On presentation, the dog appeared stable, but exhibited mandibular pain upon palpation. A large, non-fluctuant mass measuring 54 × 42 × 35 mm3 was observed spanning from the right mandibular canine to the first molar, affecting the buccal gingiva and adjacent mandibular skin corresponding to the tumor. The mass interfered with the dog’s ability to fully close its mouth. Occlusal traumatic ulcers were evident on the dorsal aspect of the mass, originating from the ipsilateral maxillary canine and premolar (Figure 1A). Hematologic and serum biochemical profiles revealed the following abnormalities: hyperproteinemia (7.7 g/dL; reference interval, 5.0–7.2 g/dL), hypertriglyceridemia (499 mg/dL; reference interval, 30–133 mg/dL), hyperbilirubinemia (0.7 mg/dL; reference interval, 0.1–0.5 mg/dL), and elevated gamma glutamyl transpeptidase (68 U/L; reference interval, 5.0–14 U/L).
Figure 1. Intraoral mass (A), intraoral radiographs (B,C), and cone-beam computed tomography reconstructed panoramic view (D) in a dog with ghost cell odontogenic carcinoma. Description of the intraoral mass extending from the gingival mucosa to mandibular skin (A). Radiographic findings include horizontal bone loss at the mesial aspect of the mesial root of the right mandibular fourth premolar (arrow) and increased radiolucency extending from the right mandibular fourth premolar to the mesial aspect of the first molar (open arrows) (B). The right rostral mandible shows poorly demarcated osteolytic radiolucency with dorsally displaced first and second premolars (C). In the panoramic view, radiolucency is observed in the interradicular bone of the right mandibular first molar (open arrow) compared to that of the left mandible (D).
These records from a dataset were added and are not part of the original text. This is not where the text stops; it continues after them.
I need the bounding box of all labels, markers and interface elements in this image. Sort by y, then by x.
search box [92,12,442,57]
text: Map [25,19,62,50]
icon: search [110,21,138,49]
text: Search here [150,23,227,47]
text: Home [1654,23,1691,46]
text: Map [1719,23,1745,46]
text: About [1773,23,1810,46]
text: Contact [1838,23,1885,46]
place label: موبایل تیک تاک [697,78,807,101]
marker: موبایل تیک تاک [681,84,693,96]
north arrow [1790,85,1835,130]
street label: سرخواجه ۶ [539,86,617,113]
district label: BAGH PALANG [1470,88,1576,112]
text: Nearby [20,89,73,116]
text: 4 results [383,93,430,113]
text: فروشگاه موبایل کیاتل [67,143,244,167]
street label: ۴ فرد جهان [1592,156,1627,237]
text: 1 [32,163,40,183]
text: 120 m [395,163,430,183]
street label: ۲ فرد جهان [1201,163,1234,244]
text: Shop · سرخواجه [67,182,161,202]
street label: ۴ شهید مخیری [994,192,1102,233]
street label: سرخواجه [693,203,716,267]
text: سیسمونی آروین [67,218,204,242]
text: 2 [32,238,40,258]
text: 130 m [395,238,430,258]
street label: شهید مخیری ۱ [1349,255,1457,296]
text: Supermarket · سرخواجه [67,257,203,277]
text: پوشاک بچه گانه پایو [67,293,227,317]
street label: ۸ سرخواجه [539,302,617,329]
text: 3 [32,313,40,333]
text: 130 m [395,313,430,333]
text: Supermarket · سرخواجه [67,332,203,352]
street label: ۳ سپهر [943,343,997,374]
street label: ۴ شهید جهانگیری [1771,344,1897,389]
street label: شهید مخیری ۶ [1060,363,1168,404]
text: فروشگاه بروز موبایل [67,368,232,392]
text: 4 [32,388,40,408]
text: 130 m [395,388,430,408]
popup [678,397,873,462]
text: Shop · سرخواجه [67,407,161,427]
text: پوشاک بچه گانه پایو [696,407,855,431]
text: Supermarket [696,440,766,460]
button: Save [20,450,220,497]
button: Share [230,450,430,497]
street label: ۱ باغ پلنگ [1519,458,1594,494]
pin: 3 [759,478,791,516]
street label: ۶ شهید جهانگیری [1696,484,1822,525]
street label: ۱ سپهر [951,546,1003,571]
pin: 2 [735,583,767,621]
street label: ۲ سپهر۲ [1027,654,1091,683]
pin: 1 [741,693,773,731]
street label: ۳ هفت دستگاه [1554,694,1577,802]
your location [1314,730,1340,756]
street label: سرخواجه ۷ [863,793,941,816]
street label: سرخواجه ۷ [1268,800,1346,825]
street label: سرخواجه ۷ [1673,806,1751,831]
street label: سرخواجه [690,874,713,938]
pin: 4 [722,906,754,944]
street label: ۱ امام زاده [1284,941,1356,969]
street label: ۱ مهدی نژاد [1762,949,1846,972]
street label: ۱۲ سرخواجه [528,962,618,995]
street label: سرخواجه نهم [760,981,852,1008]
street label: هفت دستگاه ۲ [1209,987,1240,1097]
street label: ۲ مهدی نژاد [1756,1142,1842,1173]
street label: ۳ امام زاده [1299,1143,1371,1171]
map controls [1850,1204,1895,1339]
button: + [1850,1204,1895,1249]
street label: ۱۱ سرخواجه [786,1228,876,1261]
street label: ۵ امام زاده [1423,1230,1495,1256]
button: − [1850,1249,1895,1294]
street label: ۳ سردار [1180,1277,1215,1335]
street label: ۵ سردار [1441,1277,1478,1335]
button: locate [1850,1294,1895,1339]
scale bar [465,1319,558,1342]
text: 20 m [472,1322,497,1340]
Intraoral radiography and skull cone-beam computed tomography (CBCT) (NewTom 5GXL VET Scanner; NewTom, Verona, Italy) were performed under general anesthesia to confirm the origin and extent of the mass and establish a treatment plan. The patient received premedication of intravenous ampicillin (20 mg/kg; Yungjin Pharm, Korea), famotidine (0.5 mg/kg; Dong-a Pharm, Korea), and butorphanol (0.1 mg/kg; Myungmoon Pharm, Korea), along with subcutaneous tramadol (2 mg/kg; Jeil Pharmaceutical, Korea) prior to the anesthesia. General anesthesia was induced with midazolam (0.1 mg/kg; Myungmoon Pharm) followed by intravenous propofol (4 mg/kg; Daewon Pharm, Korea) and maintained using sevoflurane (1.25–2%; Piramal Critical Care, USA). Intraoral radiography revealed osteolysis extending from the right mandibular canine to the fourth premolar, horizontal bone loss (Figure 1B), and dorsal displacement of the right mandibular first and second premolars (Figure 1C). Skull CBCT revealed radiolucency in the interradicular bone of the right mandibular first molar (Figure 1D). A destructive bone lesion involving the apical area of the right mandibular canine, along with a large tumor, was evident (Figure 2A). Calcified lesions were observed around the buccal aspect of the right mandibular fourth premolar and first molar (Figure 2B). The mass had invaded the interradicular bone near the mandibular canal of the right mandibular first molar (Figure 2C), and a destructive bone lesion extended from the right mandibular canine to the interradicular bone of the first molar (Figure 2D). Three-dimensional volume reconstructions created from CBCT images demonstrated osteolysis between the regions of the right mandibular canine and fourth premolar (Figure 2E), as well as bone loss extending to the lingual aspect of the mesial root of the right mandibular first molar (Figure 2F).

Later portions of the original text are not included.